Where We Are, Where We’re Headed
Building what’s really needed in the marketplace, instead of yet another square wheel, is ambitious. It’s a hard design problem, it’s a hard engineering problem, it’s a hard scaling and platform problem. But that’s exactly why this is worth doing: if it were easy, someone would have done it already.
It also requires attention to detail; the specifics of each technology must
be dealt with at a deep level. We can’t just slap together a plugin for each new technology. That wouldn’t provide the deep level of insight and value that’s needed. Worse, it would cause problems instead of solving them. As a MySQL performance consultant, I solved several outages by disabling abusive monitoring plugins that were written in ignorance of how MySQL actually works.
Our MySQL agents took months of engineering to complete. The platform to run and support them took much more, and is ongoing. We are now building on this platform and our progress is accelerating. There are three important numbers in computer science: zero, one, and many. With the release of our PostgreSQL agents and platform improvements, we’re past “one” and growing our “many.” The PostgreSQL agents took dramatically less time and effort to create and mature, and future agents will take less still.
We have several more technologies in internal alpha and private beta with customers, and we’re hearing tremendous excitement and eagerness from customers about where we’re heading with the product. You can look forward to rapid releases of new supported platforms in the future.
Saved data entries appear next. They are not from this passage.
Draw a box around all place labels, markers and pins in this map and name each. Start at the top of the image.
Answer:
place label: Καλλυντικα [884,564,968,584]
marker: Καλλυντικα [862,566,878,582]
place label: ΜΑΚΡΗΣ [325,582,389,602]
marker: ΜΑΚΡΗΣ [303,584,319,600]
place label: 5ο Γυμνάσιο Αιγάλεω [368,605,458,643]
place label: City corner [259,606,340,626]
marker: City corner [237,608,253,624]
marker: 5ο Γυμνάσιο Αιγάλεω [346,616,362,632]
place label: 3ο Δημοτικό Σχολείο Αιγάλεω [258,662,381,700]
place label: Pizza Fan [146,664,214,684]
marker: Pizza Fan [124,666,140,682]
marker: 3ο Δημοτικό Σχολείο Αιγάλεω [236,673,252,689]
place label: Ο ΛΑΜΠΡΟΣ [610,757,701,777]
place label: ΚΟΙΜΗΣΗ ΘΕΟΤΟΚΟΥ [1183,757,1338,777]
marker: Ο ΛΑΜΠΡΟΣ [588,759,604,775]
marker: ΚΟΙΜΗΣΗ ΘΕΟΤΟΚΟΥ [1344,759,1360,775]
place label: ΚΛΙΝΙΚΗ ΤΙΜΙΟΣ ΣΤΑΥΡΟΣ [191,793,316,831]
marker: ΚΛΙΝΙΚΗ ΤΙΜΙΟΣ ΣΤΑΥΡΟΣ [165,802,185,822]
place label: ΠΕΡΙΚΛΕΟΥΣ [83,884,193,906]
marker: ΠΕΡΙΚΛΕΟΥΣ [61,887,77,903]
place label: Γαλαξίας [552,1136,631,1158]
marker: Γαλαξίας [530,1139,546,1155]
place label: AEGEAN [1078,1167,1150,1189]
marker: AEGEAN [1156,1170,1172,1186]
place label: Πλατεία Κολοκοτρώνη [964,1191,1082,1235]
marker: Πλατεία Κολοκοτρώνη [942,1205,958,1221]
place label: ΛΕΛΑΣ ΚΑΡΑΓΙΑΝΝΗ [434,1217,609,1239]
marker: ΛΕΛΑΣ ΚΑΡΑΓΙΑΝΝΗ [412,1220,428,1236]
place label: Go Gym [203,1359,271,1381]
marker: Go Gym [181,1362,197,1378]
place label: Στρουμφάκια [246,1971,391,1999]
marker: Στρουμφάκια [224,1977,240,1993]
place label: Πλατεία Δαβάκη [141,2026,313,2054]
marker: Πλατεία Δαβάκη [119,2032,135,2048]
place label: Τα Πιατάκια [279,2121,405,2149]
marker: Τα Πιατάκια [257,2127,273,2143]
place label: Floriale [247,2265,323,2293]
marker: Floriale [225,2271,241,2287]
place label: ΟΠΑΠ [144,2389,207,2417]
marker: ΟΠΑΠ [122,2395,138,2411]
To set your expectations, though, it won’t be two a week. Again, we’re not just building plugins and graph templates.
Today’s distributed, diverse persistence tiers have created a whole new world of possibility, but also new problems to overcome. Whoever solves the operational and organizational challenges of polyglot persistence — and we think we’re well on the way — will make the world a better place for many people and companies.
This is what gets me out of bed every morning, impatient to get into the office and hustle on the day’s work. I couldn’t be more excited about our future. We’ve come so far, and accomplished so many amazing things in the past two years. Much more remains. I can’t wait.
In closing I just want to give credit to our team, who impress me every day, and thanks to our customers, investors, and the many advisors and mentors who continue to support, educate, and encourage us.